RECORDS TO PROCESS: Begin
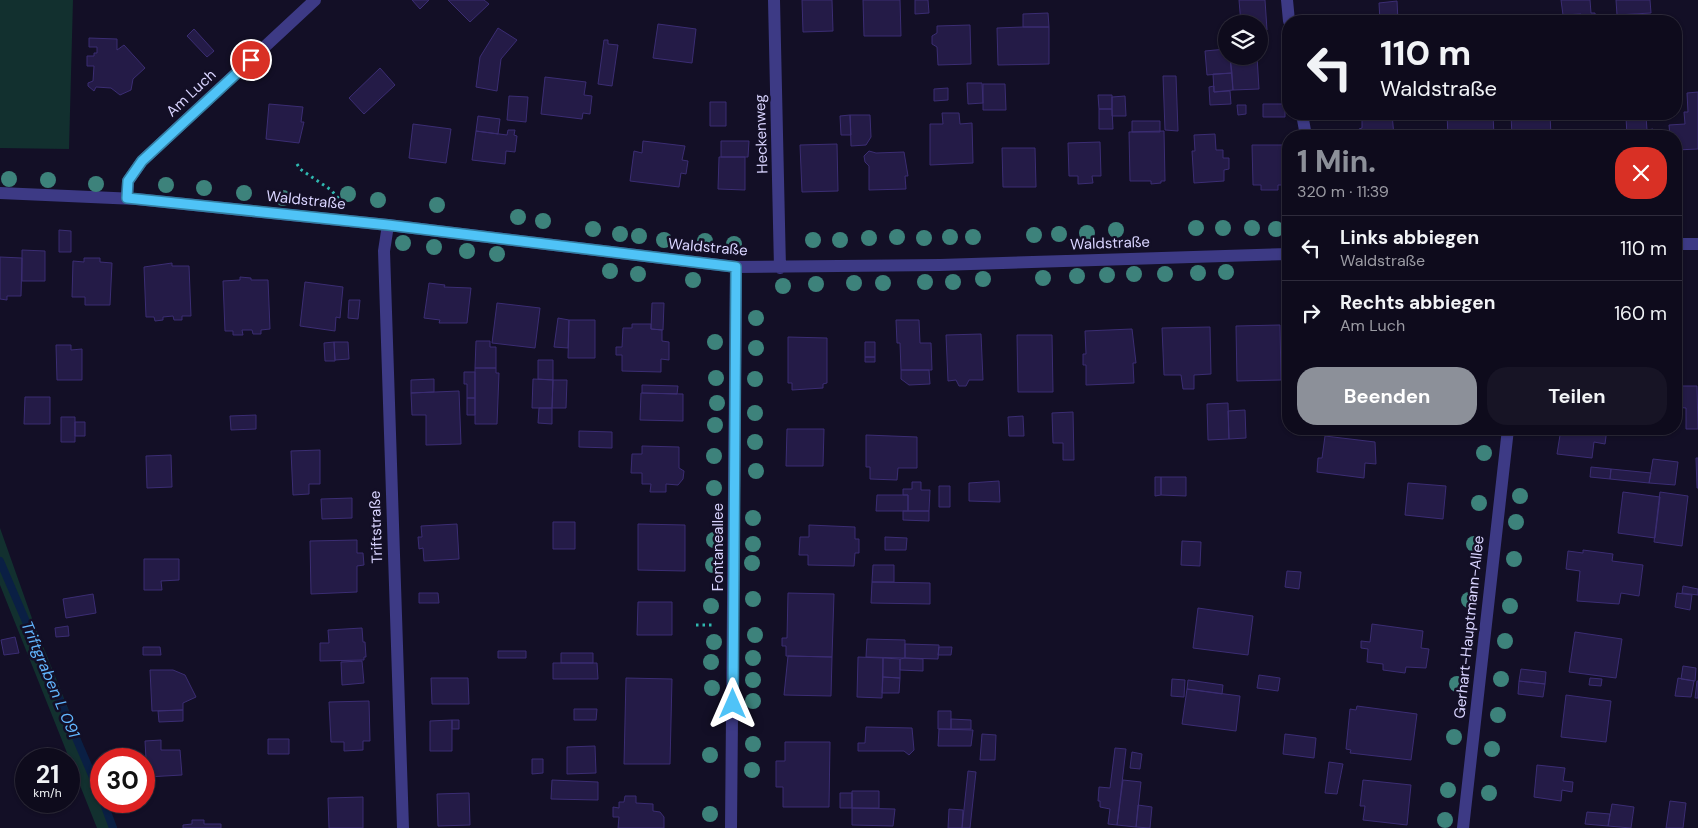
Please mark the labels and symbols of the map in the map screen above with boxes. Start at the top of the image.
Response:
pin [230,39,272,81]
street label: Am Luch [162,65,220,121]
street label: Heckenweg [750,94,772,174]
street label: Waldstraße [265,186,347,214]
street label: Waldstraße [1070,232,1150,254]
street label: Waldstraße [667,234,749,260]
street label: Triftstraße [365,490,387,564]
street label: Fontaneallee [708,503,728,591]
street label: Gerhart-Hauptmann-Allee [1449,535,1489,719]
water label: Triftgraben L 091 [16,618,85,742]
position arrow [706,677,758,729]
speed limit sign: 30 [90,748,155,813]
RECORDS TO PROCESS: End
_INSTRUCTIONS FOR THE TASK:_ Where a picture appears, skip it and copy the rest of the data word for word.

_ANSWER SECTION:_
Please mark the labels and symbols of the map in the map screen above with boxes. Start at the top of the image.
Response:
pin [230,39,272,81]
street label: Am Luch [162,65,220,121]
street label: Heckenweg [750,94,772,174]
street label: Waldstraße [265,186,347,214]
street label: Waldstraße [1070,232,1150,254]
street label: Waldstraße [667,234,749,260]
street label: Triftstraße [365,490,387,564]
street label: Fontaneallee [708,503,728,591]
street label: Gerhart-Hauptmann-Allee [1449,535,1489,719]
water label: Triftgraben L 091 [16,618,85,742]
position arrow [706,677,758,729]
speed limit sign: 30 [90,748,155,813]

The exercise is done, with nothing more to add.